[Task objective] Quote every entry word for word.

[Dataset entries]
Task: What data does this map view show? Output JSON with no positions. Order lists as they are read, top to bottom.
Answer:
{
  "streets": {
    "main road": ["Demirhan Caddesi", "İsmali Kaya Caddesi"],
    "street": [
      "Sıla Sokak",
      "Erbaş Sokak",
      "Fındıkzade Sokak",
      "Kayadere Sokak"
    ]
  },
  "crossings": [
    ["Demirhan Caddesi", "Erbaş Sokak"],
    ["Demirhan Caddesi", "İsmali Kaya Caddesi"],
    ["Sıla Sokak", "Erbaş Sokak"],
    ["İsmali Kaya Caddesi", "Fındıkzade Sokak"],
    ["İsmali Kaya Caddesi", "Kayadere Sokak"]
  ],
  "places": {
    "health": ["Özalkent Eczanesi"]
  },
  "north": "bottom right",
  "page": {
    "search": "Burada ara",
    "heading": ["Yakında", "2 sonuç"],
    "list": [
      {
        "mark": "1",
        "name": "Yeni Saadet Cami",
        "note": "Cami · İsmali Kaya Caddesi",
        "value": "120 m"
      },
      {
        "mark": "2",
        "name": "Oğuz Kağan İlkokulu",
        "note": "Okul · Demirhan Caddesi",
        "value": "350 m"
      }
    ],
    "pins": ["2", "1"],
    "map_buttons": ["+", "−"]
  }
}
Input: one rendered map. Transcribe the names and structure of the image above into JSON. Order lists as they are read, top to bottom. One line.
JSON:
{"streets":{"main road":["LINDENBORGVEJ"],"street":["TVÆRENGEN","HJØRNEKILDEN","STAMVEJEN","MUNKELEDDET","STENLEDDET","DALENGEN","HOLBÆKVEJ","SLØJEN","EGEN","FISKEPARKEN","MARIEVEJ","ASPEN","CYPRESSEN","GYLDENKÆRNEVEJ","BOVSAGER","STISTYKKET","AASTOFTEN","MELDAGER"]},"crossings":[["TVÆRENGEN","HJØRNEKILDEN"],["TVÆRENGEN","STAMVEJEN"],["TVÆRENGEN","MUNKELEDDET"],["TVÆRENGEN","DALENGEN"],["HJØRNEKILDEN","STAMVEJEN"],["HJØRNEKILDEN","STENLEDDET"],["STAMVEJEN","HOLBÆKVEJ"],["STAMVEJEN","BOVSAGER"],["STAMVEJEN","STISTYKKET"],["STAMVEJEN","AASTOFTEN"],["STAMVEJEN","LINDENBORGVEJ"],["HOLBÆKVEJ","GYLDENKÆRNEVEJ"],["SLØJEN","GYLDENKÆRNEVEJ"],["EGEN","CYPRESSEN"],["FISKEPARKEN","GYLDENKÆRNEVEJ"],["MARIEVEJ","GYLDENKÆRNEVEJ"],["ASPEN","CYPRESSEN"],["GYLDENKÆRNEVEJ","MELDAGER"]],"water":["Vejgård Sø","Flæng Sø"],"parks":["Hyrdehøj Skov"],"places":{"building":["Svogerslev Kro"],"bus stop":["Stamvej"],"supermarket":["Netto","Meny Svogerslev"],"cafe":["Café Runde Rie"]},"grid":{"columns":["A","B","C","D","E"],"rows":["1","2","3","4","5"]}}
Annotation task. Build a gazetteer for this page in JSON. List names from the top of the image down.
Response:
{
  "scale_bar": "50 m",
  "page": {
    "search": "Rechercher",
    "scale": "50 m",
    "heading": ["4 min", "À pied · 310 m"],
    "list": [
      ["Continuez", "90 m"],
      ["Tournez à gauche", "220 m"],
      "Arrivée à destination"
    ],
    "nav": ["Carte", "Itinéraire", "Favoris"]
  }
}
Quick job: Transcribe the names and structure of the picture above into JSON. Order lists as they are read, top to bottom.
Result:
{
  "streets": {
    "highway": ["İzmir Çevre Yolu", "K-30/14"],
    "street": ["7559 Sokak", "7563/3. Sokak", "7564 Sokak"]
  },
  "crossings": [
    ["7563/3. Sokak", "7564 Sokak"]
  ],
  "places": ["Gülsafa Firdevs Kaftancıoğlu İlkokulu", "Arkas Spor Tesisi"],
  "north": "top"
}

[Answer to the problem]
Task: What data does this map view show? Output JSON with no positions. Order lists as they are read, top to bottom.
Answer:
{
  "streets": {
    "main road": ["Demirhan Caddesi", "İsmali Kaya Caddesi"],
    "street": [
      "Sıla Sokak",
      "Erbaş Sokak",
      "Fındıkzade Sokak",
      "Kayadere Sokak"
    ]
  },
  "crossings": [
    ["Demirhan Caddesi", "Erbaş Sokak"],
    ["Demirhan Caddesi", "İsmali Kaya Caddesi"],
    ["Sıla Sokak", "Erbaş Sokak"],
    ["İsmali Kaya Caddesi", "Fındıkzade Sokak"],
    ["İsmali Kaya Caddesi", "Kayadere Sokak"]
  ],
  "places": {
    "health": ["Özalkent Eczanesi"]
  },
  "north": "bottom right",
  "page": {
    "search": "Burada ara",
    "heading": ["Yakında", "2 sonuç"],
    "list": [
      {
        "mark": "1",
        "name": "Yeni Saadet Cami",
        "note": "Cami · İsmali Kaya Caddesi",
        "value": "120 m"
      },
      {
        "mark": "2",
        "name": "Oğuz Kağan İlkokulu",
        "note": "Okul · Demirhan Caddesi",
        "value": "350 m"
      }
    ],
    "pins": ["2", "1"],
    "map_buttons": ["+", "−"]
  }
}
Input: one rendered map. Transcribe the names and structure of the image above into JSON. Order lists as they are read, top to bottom. One line.
JSON:
{"streets":{"main road":["LINDENBORGVEJ"],"street":["TVÆRENGEN","HJØRNEKILDEN","STAMVEJEN","MUNKELEDDET","STENLEDDET","DALENGEN","HOLBÆKVEJ","SLØJEN","EGEN","FISKEPARKEN","MARIEVEJ","ASPEN","CYPRESSEN","GYLDENKÆRNEVEJ","BOVSAGER","STISTYKKET","AASTOFTEN","MELDAGER"]},"crossings":[["TVÆRENGEN","HJØRNEKILDEN"],["TVÆRENGEN","STAMVEJEN"],["TVÆRENGEN","MUNKELEDDET"],["TVÆRENGEN","DALENGEN"],["HJØRNEKILDEN","STAMVEJEN"],["HJØRNEKILDEN","STENLEDDET"],["STAMVEJEN","HOLBÆKVEJ"],["STAMVEJEN","BOVSAGER"],["STAMVEJEN","STISTYKKET"],["STAMVEJEN","AASTOFTEN"],["STAMVEJEN","LINDENBORGVEJ"],["HOLBÆKVEJ","GYLDENKÆRNEVEJ"],["SLØJEN","GYLDENKÆRNEVEJ"],["EGEN","CYPRESSEN"],["FISKEPARKEN","GYLDENKÆRNEVEJ"],["MARIEVEJ","GYLDENKÆRNEVEJ"],["ASPEN","CYPRESSEN"],["GYLDENKÆRNEVEJ","MELDAGER"]],"water":["Vejgård Sø","Flæng Sø"],"parks":["Hyrdehøj Skov"],"places":{"building":["Svogerslev Kro"],"bus stop":["Stamvej"],"supermarket":["Netto","Meny Svogerslev"],"cafe":["Café Runde Rie"]},"grid":{"columns":["A","B","C","D","E"],"rows":["1","2","3","4","5"]}}
Annotation task. Build a gazetteer for this page in JSON. List names from the top of the image down.
Response:
{
  "scale_bar": "50 m",
  "page": {
    "search": "Rechercher",
    "scale": "50 m",
    "heading": ["4 min", "À pied · 310 m"],
    "list": [
      ["Continuez", "90 m"],
      ["Tournez à gauche", "220 m"],
      "Arrivée à destination"
    ],
    "nav": ["Carte", "Itinéraire", "Favoris"]
  }
}
Quick job: Transcribe the names and structure of the picture above into JSON. Order lists as they are read, top to bottom.
Result:
{
  "streets": {
    "highway": ["İzmir Çevre Yolu", "K-30/14"],
    "street": ["7559 Sokak", "7563/3. Sokak", "7564 Sokak"]
  },
  "crossings": [
    ["7563/3. Sokak", "7564 Sokak"]
  ],
  "places": ["Gülsafa Firdevs Kaftancıoğlu İlkokulu", "Arkas Spor Tesisi"],
  "north": "top"
}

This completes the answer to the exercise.